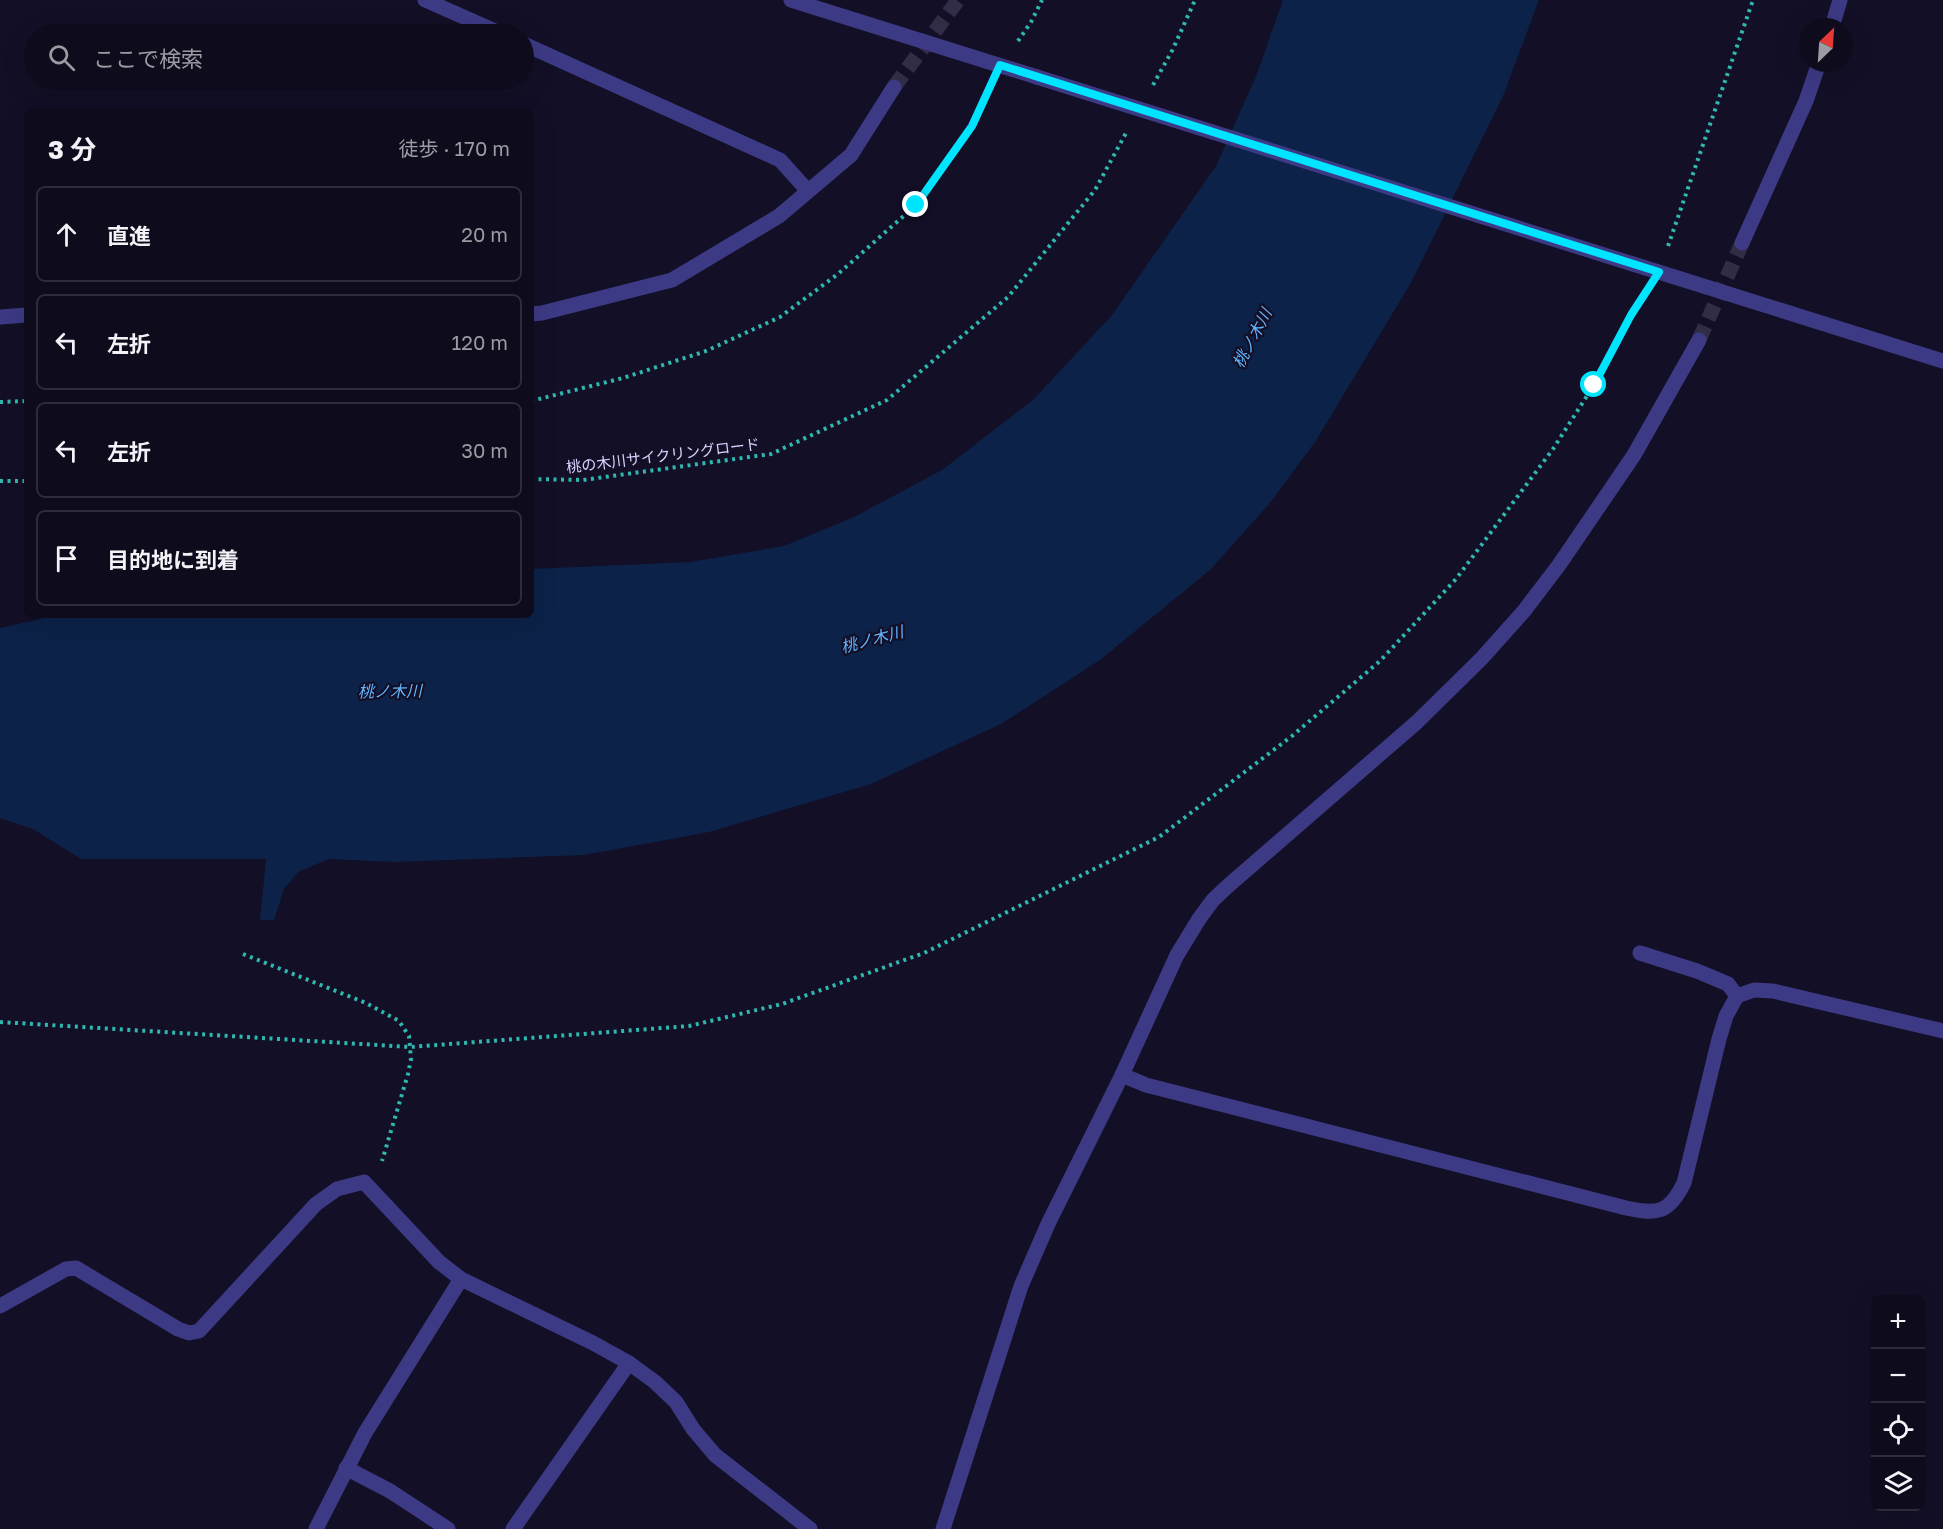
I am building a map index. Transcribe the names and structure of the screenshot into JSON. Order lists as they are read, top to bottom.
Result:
{
  "streets": {
    "path": ["桃の木川サイクリングロード"]
  },
  "water": ["桃ノ木川"],
  "north": "top right",
  "page": {
    "search": "ここで検索",
    "heading": ["3 分", "徒歩 · 170 m"],
    "list": [
      ["直進", "20 m"],
      ["左折", "120 m"],
      ["左折", "30 m"],
      "目的地に到着"
    ],
    "map_buttons": ["+", "−"]
  }
}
◇ ◇ ◇ ◇ ◇ ◇ ◇
▸ **What is being asked**
Make an exact copy of all the material, but keep the pictures out of it.

▸ **Answer section**
I am building a map index. Transcribe the names and structure of the screenshot into JSON. Order lists as they are read, top to bottom.
Result:
{
  "streets": {
    "path": ["桃の木川サイクリングロード"]
  },
  "water": ["桃ノ木川"],
  "north": "top right",
  "page": {
    "search": "ここで検索",
    "heading": ["3 分", "徒歩 · 170 m"],
    "list": [
      ["直進", "20 m"],
      ["左折", "120 m"],
      ["左折", "30 m"],
      "目的地に到着"
    ],
    "map_buttons": ["+", "−"]
  }
}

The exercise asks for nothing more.